**ENTRIES SUPPLIED:**
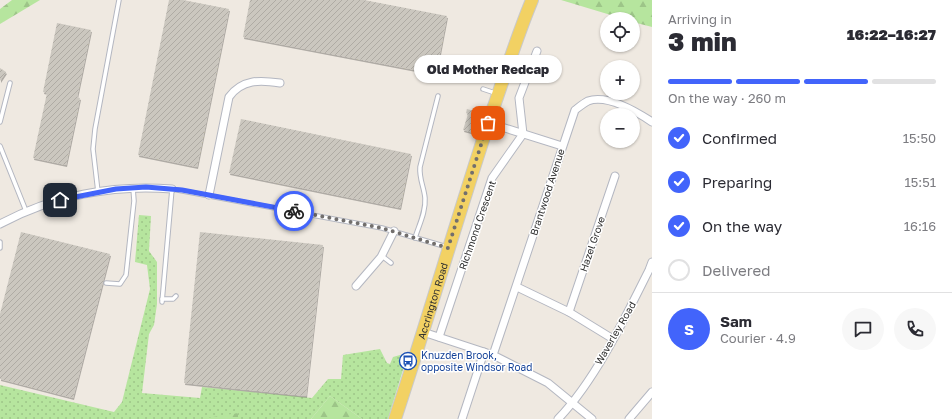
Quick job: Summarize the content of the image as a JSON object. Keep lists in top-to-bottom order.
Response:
{
  "streets": {
    "main road": ["Accrington Road"],
    "street": [
      "Brantwood Avenue",
      "Richmond Crescent",
      "Hazel Grove",
      "Waverley Road"
    ]
  },
  "places": {
    "other": ["Old Mother Redcap"],
    "bus stop": ["Knuzden Brook, opposite Windsor Road"]
  },
  "page": {
    "heading": ["3 min", "Arriving in", "16:22–16:27"],
    "panel": ["Sam", "Courier · 4.9"],
    "map_buttons": ["+", "−"],
    "bubble": "Old Mother Redcap",
    "bar": "On the way · 260 m",
    "list": [
      ["Confirmed", "15:50"],
      ["Preparing", "15:51"],
      ["On the way", "16:16"],
      "Delivered"
    ],
    "round": "S"
  }
}
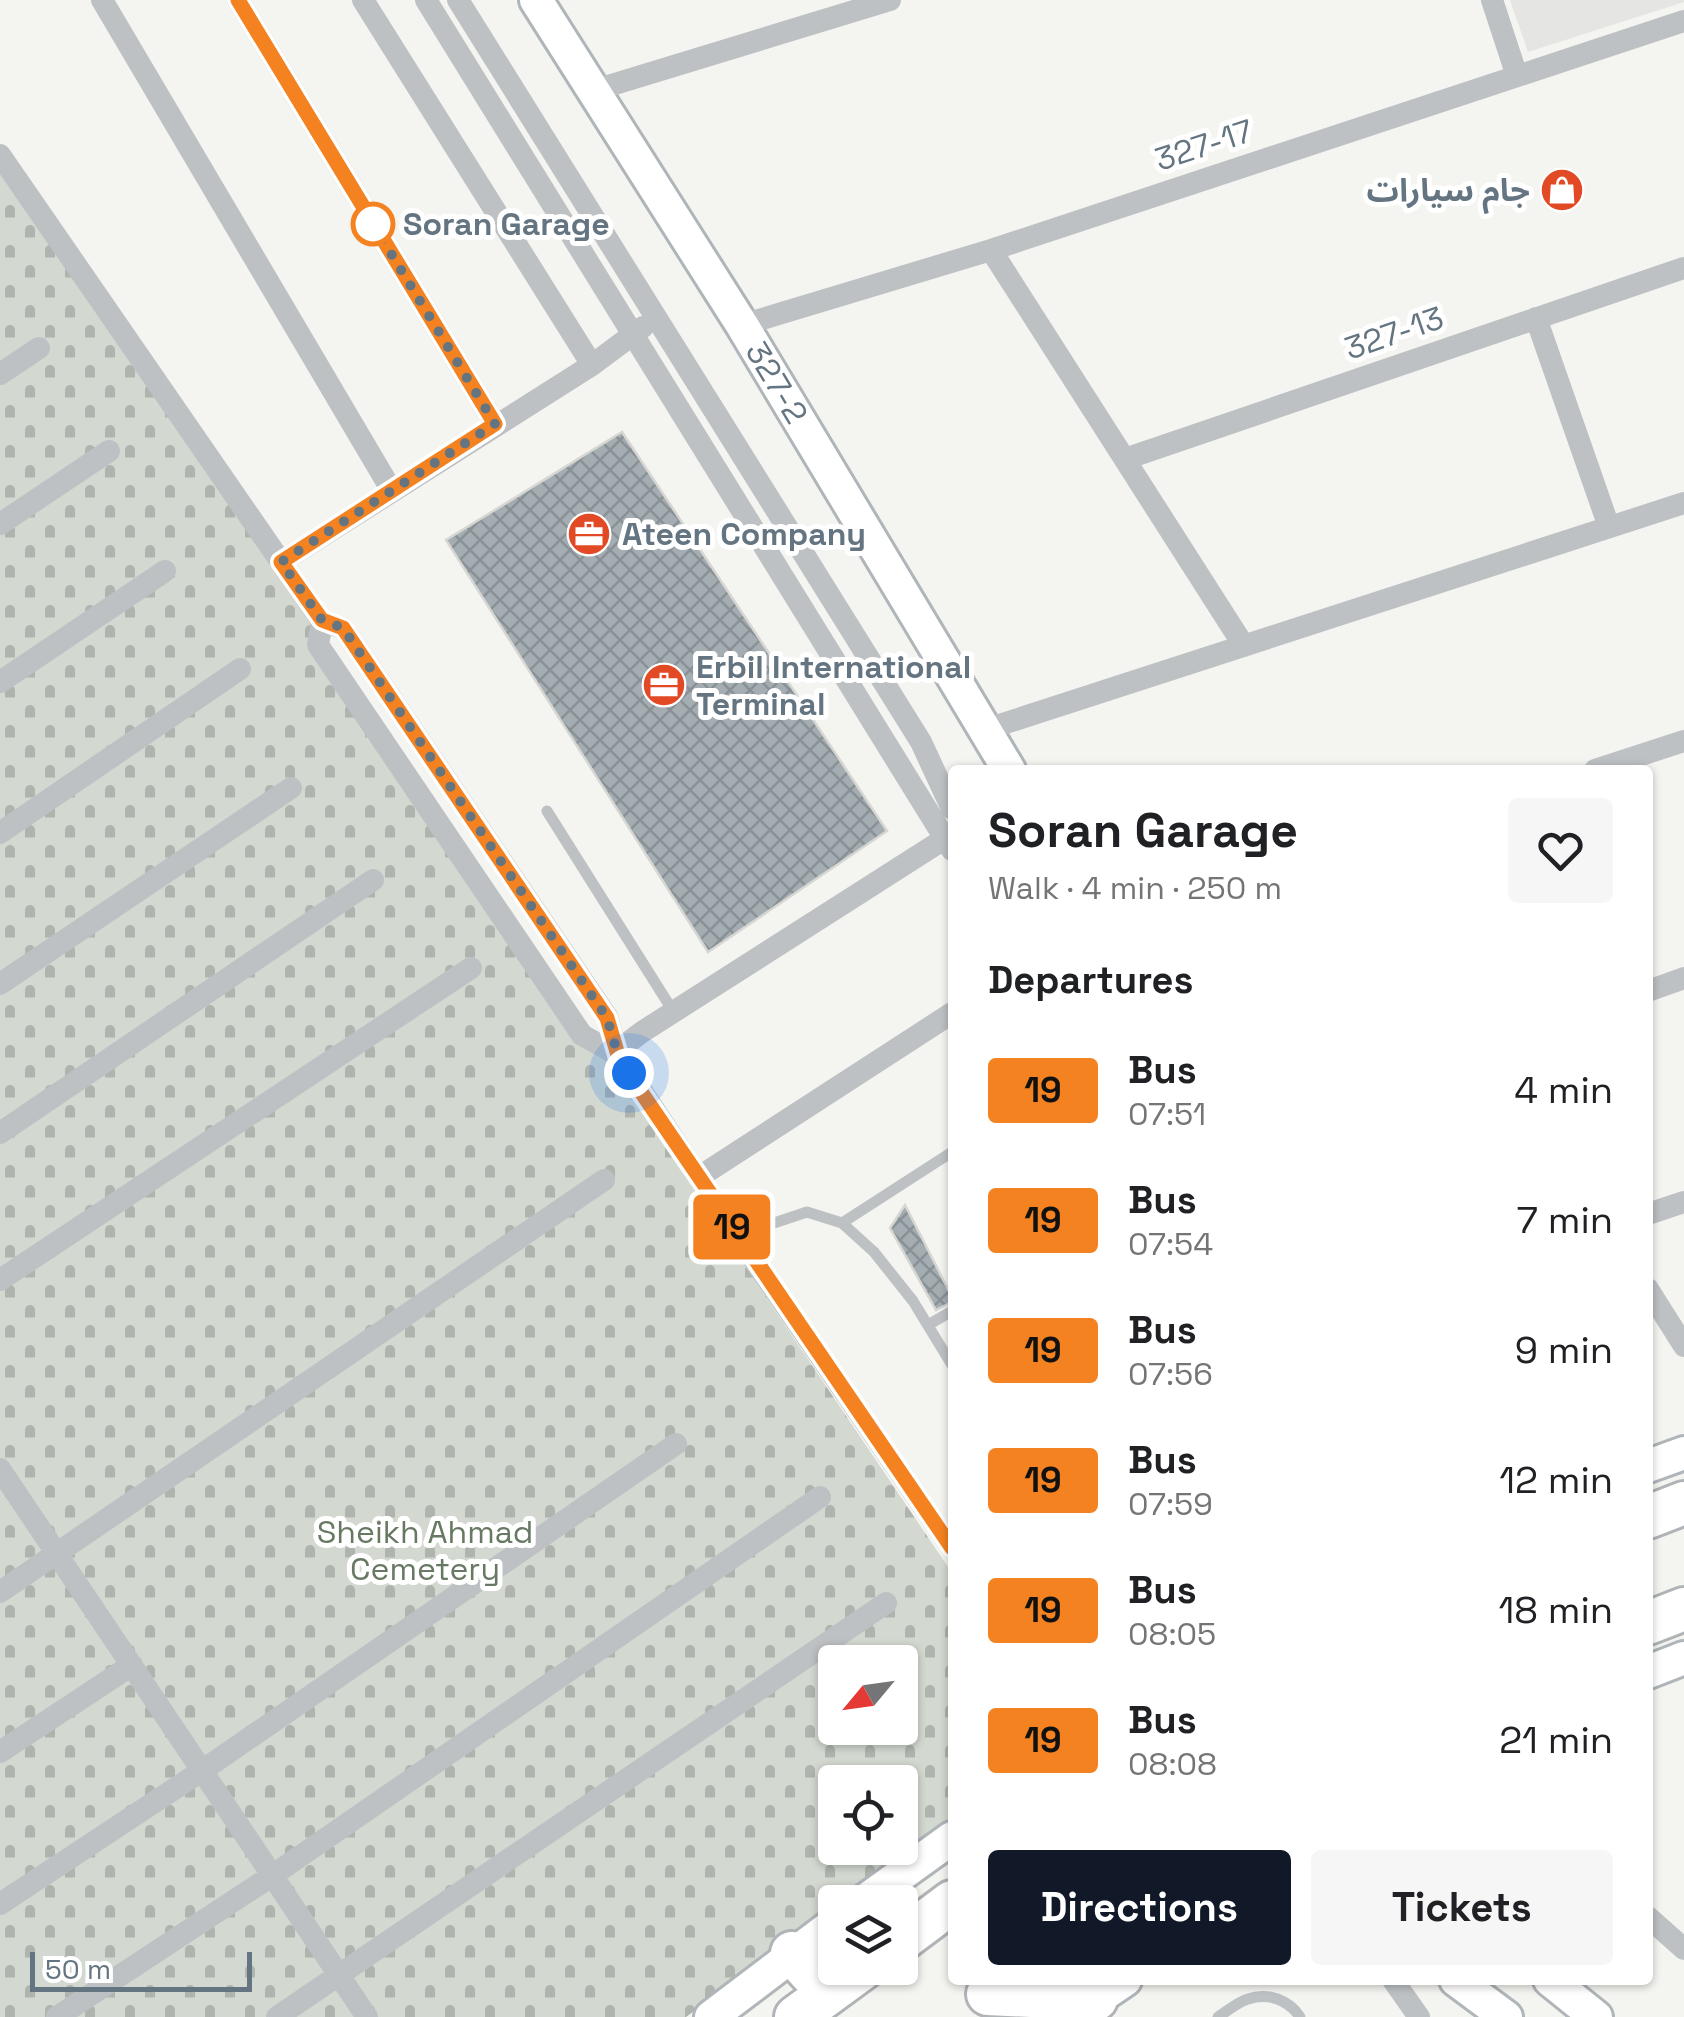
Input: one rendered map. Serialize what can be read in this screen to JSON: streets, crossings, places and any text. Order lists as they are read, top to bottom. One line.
{"streets":{"street":["327-17","327-13","327-2"]},"crossings":[["327-17","327-2"]],"parks":["Sheikh Ahmad Cemetery"],"places":{"shop":["جام سيارات"],"other":["Soran Garage"],"office":["Ateen Company","Erbil International Terminal"]},"lines":["bus line 19"],"scale_bar":"50 m","north":"bottom left","page":{"on_map":"19","heading":[["Soran Garage","Walk · 4 min · 250 m"],"Departures"],"list":[{"mark":"19","name":"Bus","note":"07:51","value":"4 min"},{"mark":"19","name":"Bus","note":"07:54","value":"7 min"},{"mark":"19","name":"Bus","note":"07:56","value":"9 min"},{"mark":"19","name":"Bus","note":"07:59","value":"12 min"},{"mark":"19","name":"Bus","note":"08:05","value":"18 min"},{"mark":"19","name":"Bus","note":"08:08","value":"21 min"}],"buttons":["Directions","Tickets"],"scale":"50 m"}}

**TASK DIRECTIONS:**
The records above, copied word for word without the pictures, are what should be output.

**WORKED SOLUTION:**
Quick job: Summarize the content of the image as a JSON object. Keep lists in top-to-bottom order.
Response:
{
  "streets": {
    "main road": ["Accrington Road"],
    "street": [
      "Brantwood Avenue",
      "Richmond Crescent",
      "Hazel Grove",
      "Waverley Road"
    ]
  },
  "places": {
    "other": ["Old Mother Redcap"],
    "bus stop": ["Knuzden Brook, opposite Windsor Road"]
  },
  "page": {
    "heading": ["3 min", "Arriving in", "16:22–16:27"],
    "panel": ["Sam", "Courier · 4.9"],
    "map_buttons": ["+", "−"],
    "bubble": "Old Mother Redcap",
    "bar": "On the way · 260 m",
    "list": [
      ["Confirmed", "15:50"],
      ["Preparing", "15:51"],
      ["On the way", "16:16"],
      "Delivered"
    ],
    "round": "S"
  }
}
Input: one rendered map. Serialize what can be read in this screen to JSON: streets, crossings, places and any text. Order lists as they are read, top to bottom. One line.
{"streets":{"street":["327-17","327-13","327-2"]},"crossings":[["327-17","327-2"]],"parks":["Sheikh Ahmad Cemetery"],"places":{"shop":["جام سيارات"],"other":["Soran Garage"],"office":["Ateen Company","Erbil International Terminal"]},"lines":["bus line 19"],"scale_bar":"50 m","north":"bottom left","page":{"on_map":"19","heading":[["Soran Garage","Walk · 4 min · 250 m"],"Departures"],"list":[{"mark":"19","name":"Bus","note":"07:51","value":"4 min"},{"mark":"19","name":"Bus","note":"07:54","value":"7 min"},{"mark":"19","name":"Bus","note":"07:56","value":"9 min"},{"mark":"19","name":"Bus","note":"07:59","value":"12 min"},{"mark":"19","name":"Bus","note":"08:05","value":"18 min"},{"mark":"19","name":"Bus","note":"08:08","value":"21 min"}],"buttons":["Directions","Tickets"],"scale":"50 m"}}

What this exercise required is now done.